FHLBank Use of Models and Methodologies for Internal Assessments for Mortgage Asset Credit Risk

Number: AB 2018-02
Pertains To: FHL Banks
4/26/2018

ADVISORY BULLETIN

AB 2018-02

FEDERAL HOME LOAN BANK USE OF MODELS AND METHODOLOGIES FOR INTERNAL ASSESSMENTS OF MORTGAGE ASSET CREDIT RISK


Purpose

This Advisory Bulletin provides Federal Housing Finance Agency (FHFA) guidance for Federal Home Loan Bank (Bank) use of models and methodologies to assess credit risk associated with mortgage assets, including Acquired Member Asset (AMA) mortgage pools, mortgage-backed securities (MBS), and collateralized mortgage obligations (CMOs), as required by FHFA regulations.  This guidance supplements more general guidance issued by FHFA on model risk management by describing minimally acceptable criteria in selecting a mortgage asset credit risk model and the associated input of a macroeconomic stress scenario to be used in assessing mortgage asset credit risk.[1]

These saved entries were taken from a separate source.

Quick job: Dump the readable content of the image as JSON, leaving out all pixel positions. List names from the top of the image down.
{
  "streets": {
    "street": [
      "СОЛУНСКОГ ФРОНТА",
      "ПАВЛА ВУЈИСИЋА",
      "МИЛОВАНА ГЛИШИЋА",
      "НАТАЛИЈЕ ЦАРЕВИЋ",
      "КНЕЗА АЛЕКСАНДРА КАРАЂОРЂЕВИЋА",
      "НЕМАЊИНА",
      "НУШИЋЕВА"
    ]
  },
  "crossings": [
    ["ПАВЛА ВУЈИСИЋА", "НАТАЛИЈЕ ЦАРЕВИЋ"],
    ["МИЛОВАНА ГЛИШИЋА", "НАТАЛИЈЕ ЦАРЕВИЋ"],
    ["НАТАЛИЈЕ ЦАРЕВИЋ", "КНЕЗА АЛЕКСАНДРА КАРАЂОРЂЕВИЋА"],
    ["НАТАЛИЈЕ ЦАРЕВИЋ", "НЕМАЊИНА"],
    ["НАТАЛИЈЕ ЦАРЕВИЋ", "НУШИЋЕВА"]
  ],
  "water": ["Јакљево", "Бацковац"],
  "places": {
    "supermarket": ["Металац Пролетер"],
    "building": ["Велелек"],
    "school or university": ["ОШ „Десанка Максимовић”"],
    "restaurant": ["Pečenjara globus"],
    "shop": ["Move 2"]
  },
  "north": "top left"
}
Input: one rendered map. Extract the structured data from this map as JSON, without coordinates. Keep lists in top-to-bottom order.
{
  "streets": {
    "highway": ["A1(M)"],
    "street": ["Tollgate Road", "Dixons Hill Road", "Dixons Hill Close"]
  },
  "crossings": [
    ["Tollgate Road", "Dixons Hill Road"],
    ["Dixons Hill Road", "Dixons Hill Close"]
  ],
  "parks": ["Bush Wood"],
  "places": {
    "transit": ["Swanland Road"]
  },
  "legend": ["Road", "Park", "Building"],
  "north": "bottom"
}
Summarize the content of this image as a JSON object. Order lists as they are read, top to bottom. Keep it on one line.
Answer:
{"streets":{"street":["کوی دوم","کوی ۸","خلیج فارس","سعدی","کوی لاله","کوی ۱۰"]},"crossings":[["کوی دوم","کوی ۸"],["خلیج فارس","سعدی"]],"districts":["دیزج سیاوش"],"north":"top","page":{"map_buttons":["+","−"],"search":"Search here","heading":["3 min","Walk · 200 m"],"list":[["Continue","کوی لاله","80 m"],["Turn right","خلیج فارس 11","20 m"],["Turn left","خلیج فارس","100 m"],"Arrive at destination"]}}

As applied to Bank acquisitions of AMA, the guidance provides criteria that a Bank should consider when selecting a mortgage asset credit risk model to use to document its compliance with the requirement imposed by 12 CFR § 1268.5(f).  The AMA rule requires that a Bank shall use an appropriate model and methodology for estimating the amount of credit enhancement for an asset or pool.    

As applied to Bank investments in MBS and CMOs, the guidance provides criteria a Bank should consider when selecting and using a mortgage asset credit risk model and stress test to document its determination that the credit risk associated with such assets is consistent with those assets being deemed to be of "investment quality," as is required by 12 CFR §§ 1267.1 and 1267.3(a)(3).    

Effective Date

Effective, January 1, 2019, FHFA will consider a Bank's use of models and methodology for internal assessments of mortgage asset credit risk to be satisfactory if the Bank's use of models and methodology meets the criteria described in this Advisory Bulletin.


Background

AMA Model and Methodology Requirement

In July 2000, the Federal Housing Finance Board (Finance Board) adopted a regulation governing the Banks' mortgage acquisitions – the AMA rule.  The rule established that for each AMA product, the Banks shall have a credit risk-sharing (enhancement) structure with the member participating financial institution to enhance the credit quality of the pool of loans to at least that of a Nationally Recognized Statistically Ratings Organization (NRSRO) equivalent of investment grade, i.e., triple-B or better.[2]  The AMA rule also required that Banks determine the amount of the member-provided credit enhancement by using a methodology that is confirmed in writing by an NRSRO to be equivalent to one that an NRSRO would use in rating a comparable pool of assets.[3]  In December 2016, FHFA amended the AMA rule primarily to remove references to NRSROs.[4]  Consequently, FHFA replaced the requirement that the methodology to determine the credit enhancement be equivalent to that used by an NRSRO with a more general requirement that the Bank use a model and methodology that it determines to be appropriate.  The amount of the credit enhancement determined by the Bank's model and methodology, however, must result in the pool or asset being at least "AMA investment grade."  12 CFR § 1268.5(a), (b).  For an item to be AMA investment grade, the Bank must have determined, based on a documented analysis, that it has a high degree of confidence "that it will be paid principal and interest in all material respects, even under reasonably likely adverse changes to expected economic conditions."  Id. at § 1268.1.  The regulations further require a Bank, upon request, to provide FHFA information about its model and methodology, and reserved to FHFA the right to direct a Bank to make changes to its model and methodology.  Id. at § 1268.5(f). 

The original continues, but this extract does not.